Háskóli Íslands
Spring 2024
TÖL025M
Introduction to language technology
4. homework assignment (12%)
General instructions
● Please read the entire page before you start (number of pages: 4)
● There are two parts to the assignment:
○ Programming part
○ Written part
● What should you turn in through Canvas?
○ Your code + answers to questions in part 4
○ A text file containing your project proposal
● The due date is March 13th before midnight. Be aware that if you turn in your
assignment late, but within 24 hours from the due date, you will at most receive 9
points out of 12 for the assignment. Assignments that are turned in later than that will
not be accepted.
● Note that it’s preferable that you turn in your code as a pdf version of a Jupyter
notebook, Google colab notebook or something similar that shows both your code and
your output. You could also turn in a pdf version of a doc file where you copy-paste
your code and screenshot your output (if you do, try to make sure that the code itself
is in text format, i.e. not an image). Traditional Python scripts will also be accepted
however.
● The written questions can be answered either in English or Icelandic.
Part 1 (programming) – Levenshtein-distance [2 points]
In this part of the assignment, you should write your own Levenshtein function. You
can use whatever you want for inspiration (like the pseudo-code on Wikipedia) but you
need to write the function yourselves (in other words, you cannot do “import
levenshtein-distance”). You can use libraries like Numpy (or something else) if you
think that helps. Test your function by having it calculate the Levenshtein-distance
between a few strings of your choice.
Part 2 (programming) – Dictionary lookup [2 points]
In this part of the assignment, you should create a dictionary lookup that is able to
detect a misspelled word based on whether or not it can be found in your vocabulary.
Start by creating a vocabulary based on your data sets (for instance, making a list of all
unique words in the text file). The input of the function should be a full sentence.
Then compare the input to the vocabulary and flag any word that is not found there.

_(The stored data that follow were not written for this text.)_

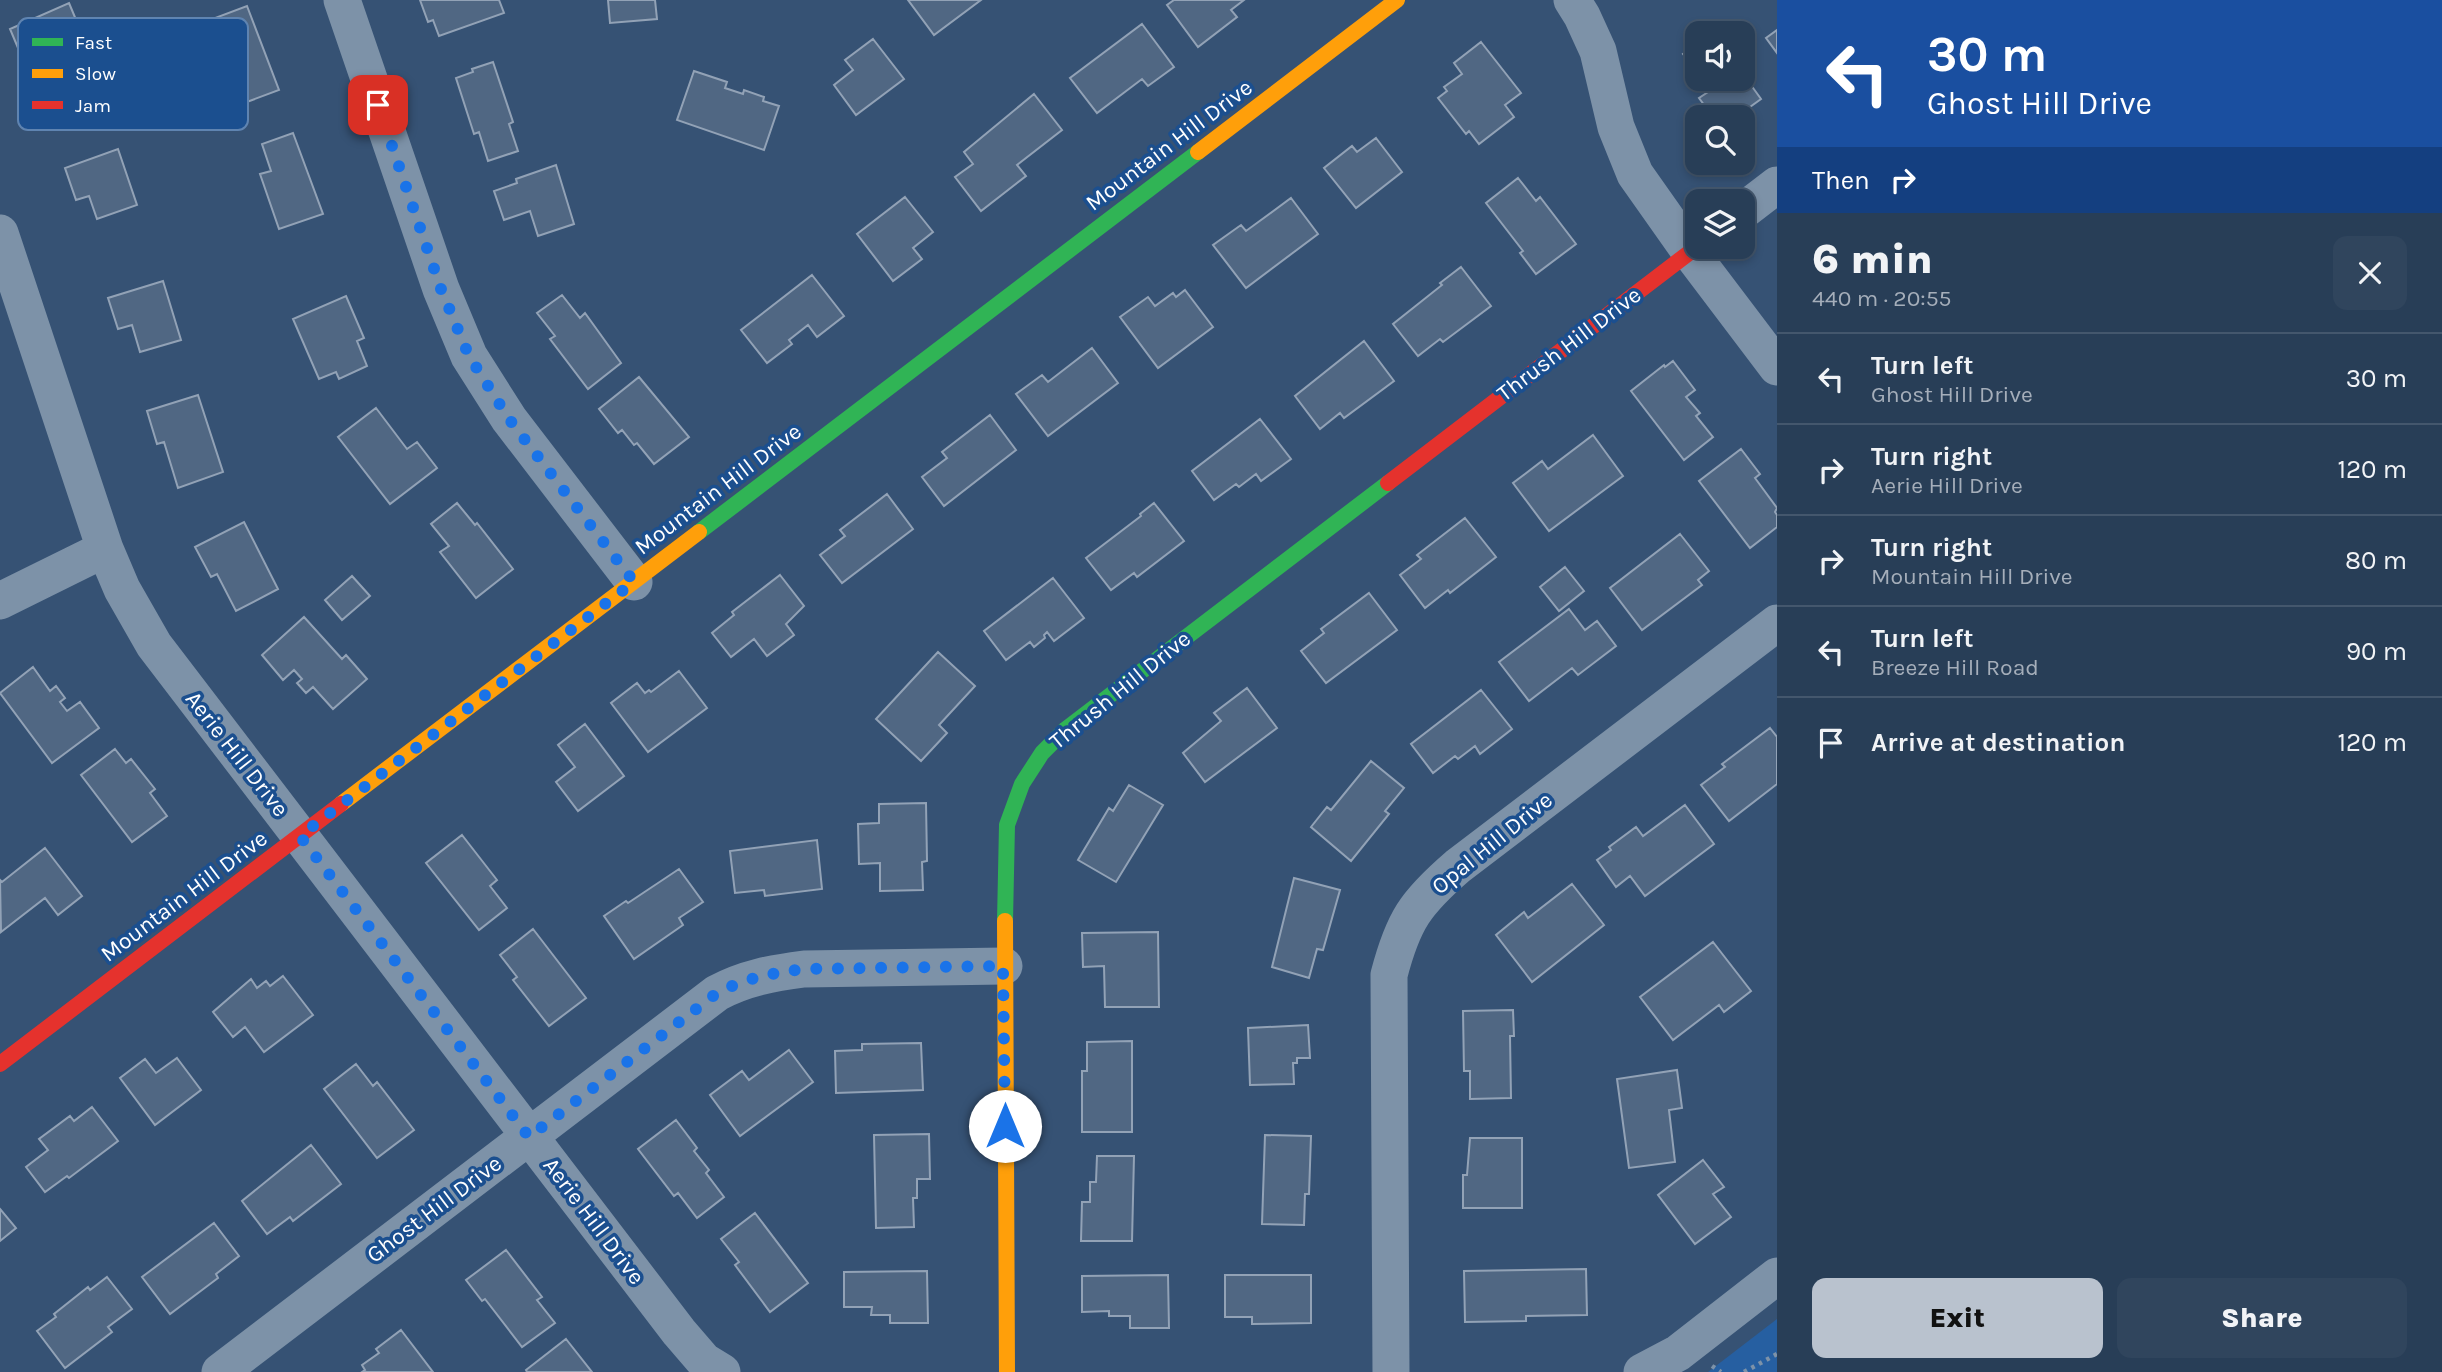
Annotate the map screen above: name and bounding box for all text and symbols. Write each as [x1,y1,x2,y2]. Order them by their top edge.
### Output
legend [18,18,248,130]
map controls [1685,21,1755,259]
button: sound [1685,21,1755,91]
text: 30 m [1927,26,2047,83]
icon: left [1812,28,1903,119]
text: Fast [75,32,112,54]
text: Slow [75,63,116,85]
street label: Mountain Hill Drive [1080,74,1258,216]
pin [348,75,408,135]
text: Ghost Hill Drive [1927,85,2152,122]
icon: arrive [359,86,397,124]
text: Jam [75,95,111,117]
button: search [1685,105,1755,175]
icon: right [1884,161,1922,199]
text: Then [1812,165,1870,196]
button: layers [1685,189,1755,259]
text: 6 min [1812,234,1933,284]
button: close [2333,236,2407,310]
street label: Thrush Hill Drive [1492,281,1646,407]
text: 440 m · 20:55 [1812,285,1952,312]
text: Turn left [1871,350,1973,381]
icon: left [1812,360,1850,398]
text: 30 m [2346,363,2407,394]
text: Ghost Hill Drive [1871,381,2033,408]
street label: Mountain Hill Drive [629,418,807,560]
text: Turn right [1871,441,1992,472]
icon: right [1812,451,1850,489]
text: 120 m [2337,454,2407,485]
text: Aerie Hill Drive [1871,472,2023,499]
text: Turn right [1871,532,1992,563]
icon: right [1812,542,1850,580]
text: 80 m [2345,545,2407,576]
text: Mountain Hill Drive [1871,563,2073,590]
text: Turn left [1871,623,1973,654]
street label: Thrush Hill Drive [1044,625,1196,755]
icon: left [1812,633,1850,671]
text: 90 m [2346,636,2407,667]
text: Breeze Hill Road [1871,654,2039,681]
street label: Aerie Hill Drive [180,686,294,822]
icon: arrive [1812,724,1850,762]
text: Arrive at destination [1871,727,2125,758]
text: 120 m [2337,727,2407,758]
street label: Opal Hill Drive [1426,786,1558,900]
street label: Mountain Hill Drive [95,825,273,967]
position arrow [968,1089,1042,1163]
street label: Ghost Hill Drive [361,1150,507,1268]
street label: Aerie Hill Drive [538,1152,650,1290]
button: Exit [1812,1278,2103,1358]
button: Share [2117,1278,2407,1358]

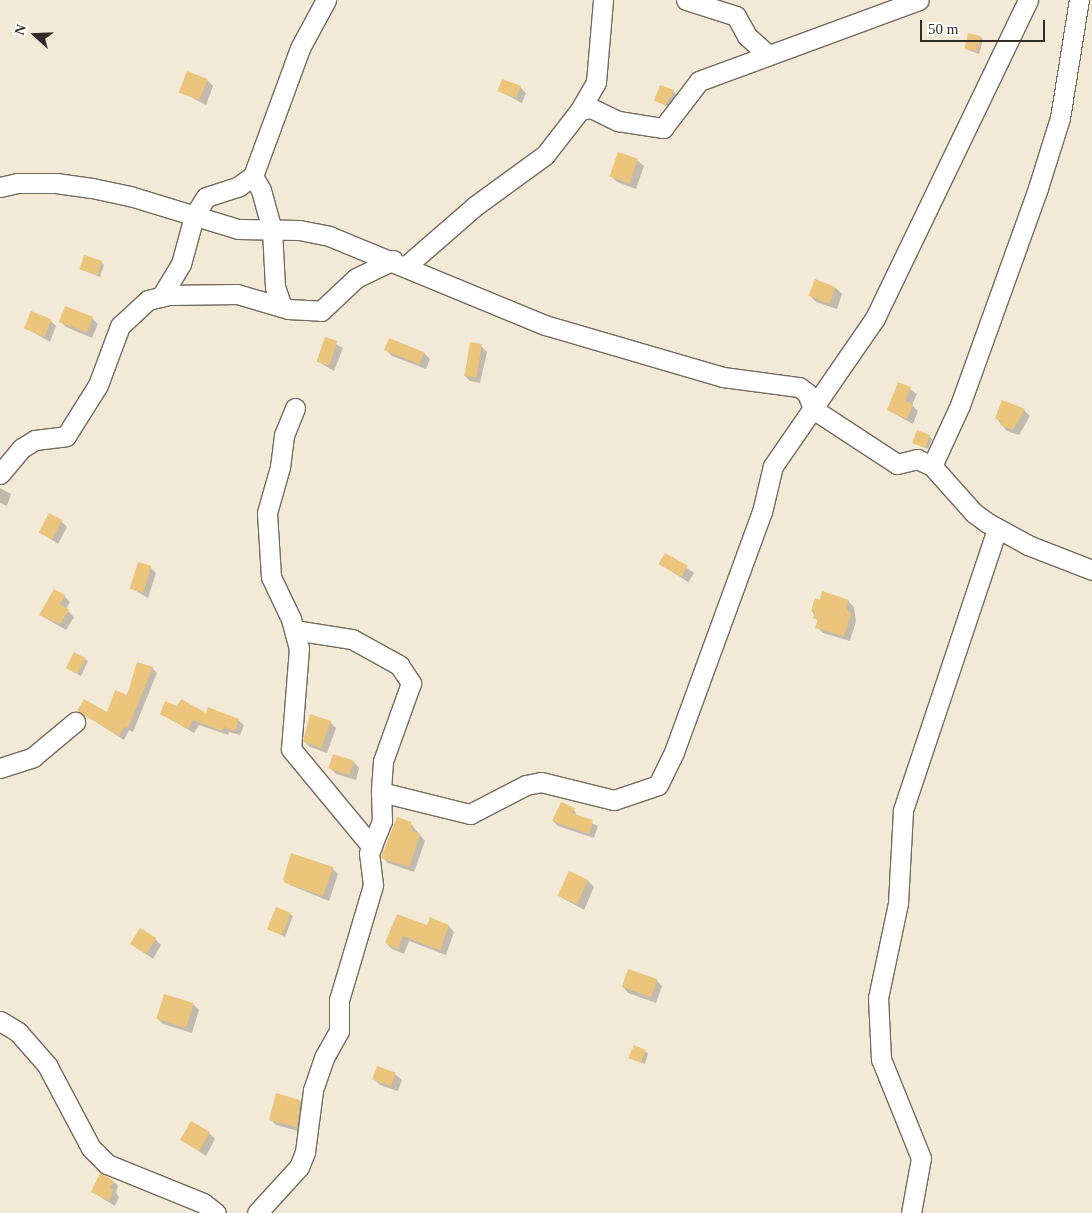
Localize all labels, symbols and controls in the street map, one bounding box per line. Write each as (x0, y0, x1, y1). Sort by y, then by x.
north arrow (10, 10, 60, 60)
scale bar (922, 10, 1047, 42)
text: 50 m (928, 21, 958, 37)
text: N (12, 22, 29, 37)

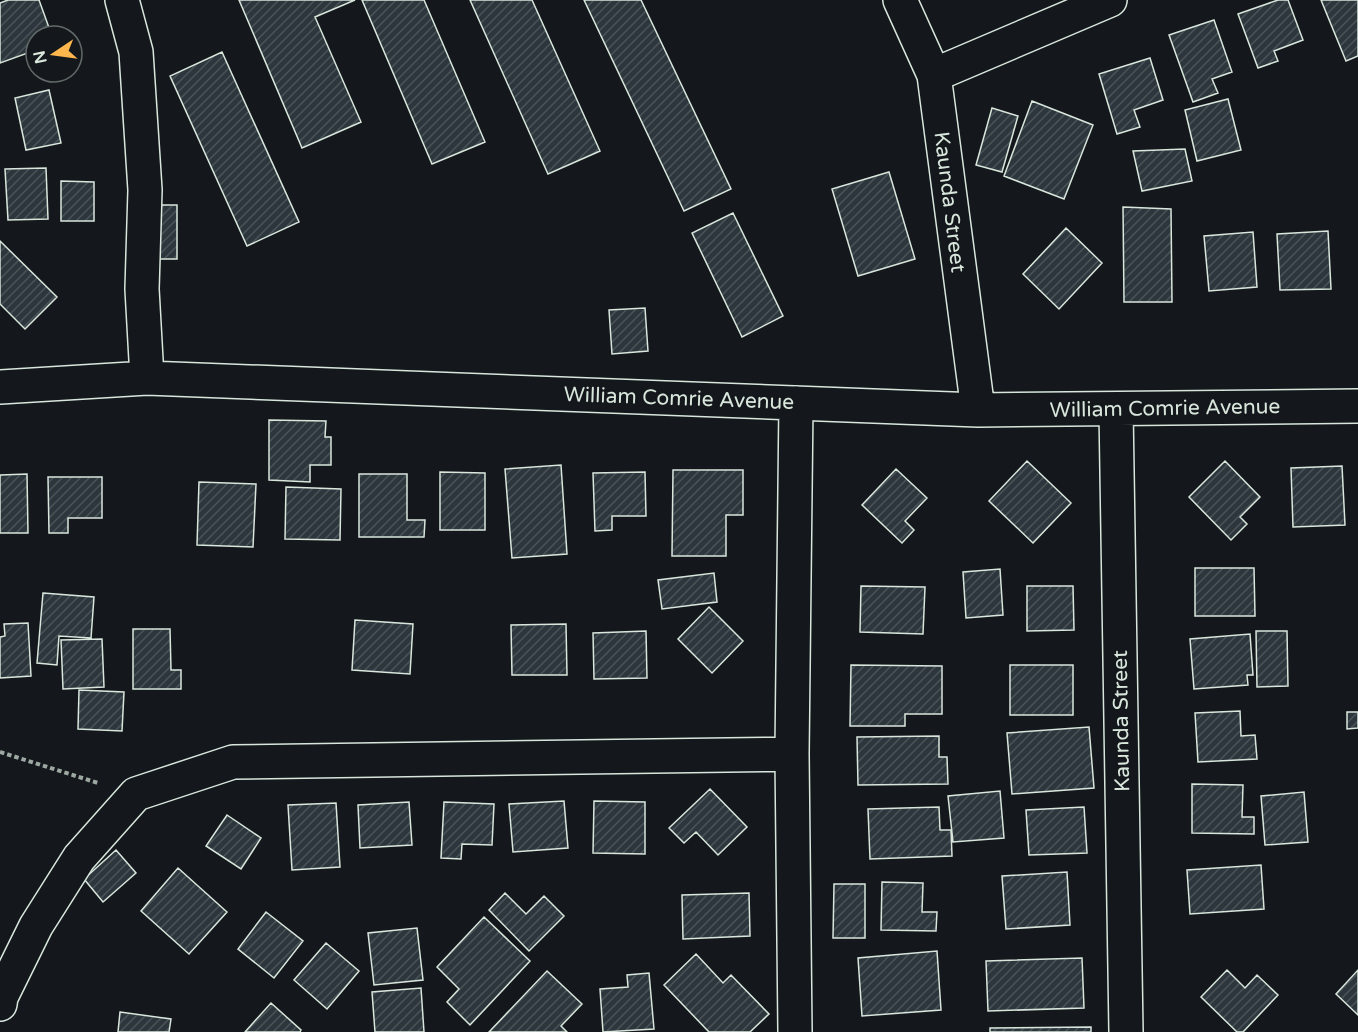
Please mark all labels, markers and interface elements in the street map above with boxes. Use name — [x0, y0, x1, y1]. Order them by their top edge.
north arrow — [24, 24, 84, 84]
text: N — [29, 49, 52, 66]
street label: Kaunda Street — [928, 130, 971, 274]
street label: William Comrie Avenue — [563, 382, 795, 415]
street label: William Comrie Avenue — [1050, 394, 1281, 423]
street label: Kaunda Street — [1108, 650, 1135, 792]

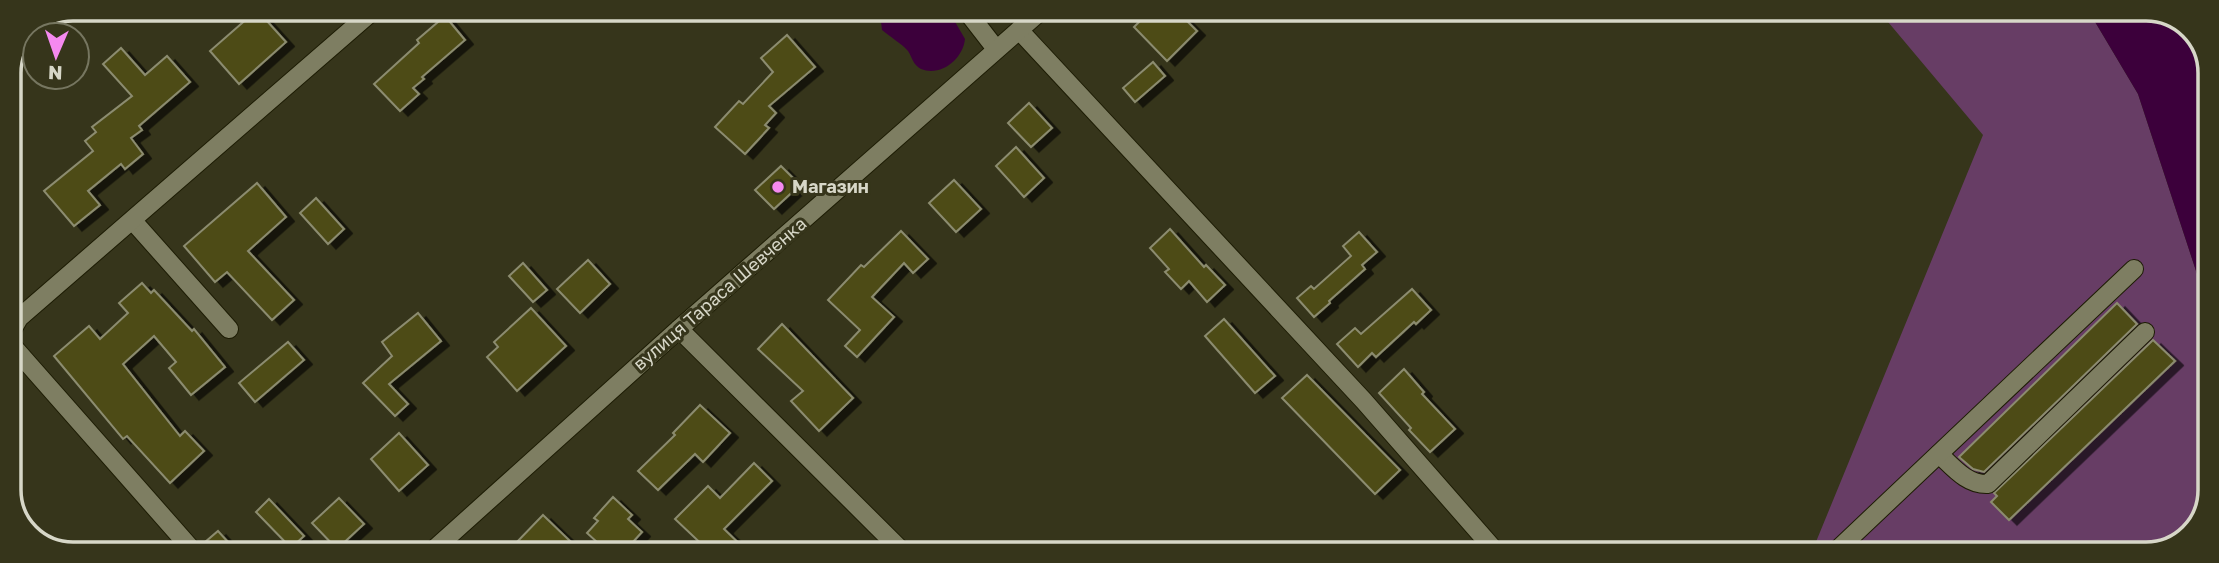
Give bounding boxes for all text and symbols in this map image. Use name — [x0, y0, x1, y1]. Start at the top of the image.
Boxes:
north arrow — [21, 21, 91, 91]
text: N — [48, 62, 63, 85]
place label: Магазин — [792, 175, 869, 197]
marker: Магазин — [770, 179, 786, 195]
street label: вулиця Тараса Шевченка — [628, 212, 810, 374]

Feel free to be creative with data structures, something like a trie or a hash table
might be a good idea (although not required). Test the functionality by running at
least one sentence through it that has no misspelled word and one sentence that
contains at least one misspelled word.
Part 3 (programming) – Masked language models for spelling
correction [2 points]
In this part of the assignment, you should try to use a masked language model (like
BERT or some of his friends, just make sure it’s for the correct language as it’s not
feasible to use IceBERT to correct English for instance) to find and correct spelling
errors. Do this in the following way:
a) Take a sentence that contains at least one misspelled word as an input. Run it
through the dictionary lookup from part 2. That should flag and return the
misspelled word.
b) Replace the misspelled word by <mask> (note that some BERT models want the
format to be <mask>, others want [MASK] etc., do what’s right for the model
you’re using). Then send the sentence through the masked language model and
retrieve the 10 words the model decides are the most likely to replace the mask
token.
c) Use your Levenshtein-function on the 10 words the model suggested (in other
words: what’s the Levenshtein distance between the misspelled word and
those 10 words). Which one has the lowest distance? Is it a valid correction of
the intended word (if multiple words have the same distance, is the correct
word among the choices)?
Note that this is not guaranteed to work. If you don’t get the correct word at all, just
try another (simpler) sentence for fun.
Part 4 (programming and written) – Question-answering [2
points]
Go to HuggingFace and find a question-answering model (that has already been
fine-tuned for the task). This could for example be a DistilBERT that has been
fine-tuned on the SQuAD dataset (but it can be any question-answering model).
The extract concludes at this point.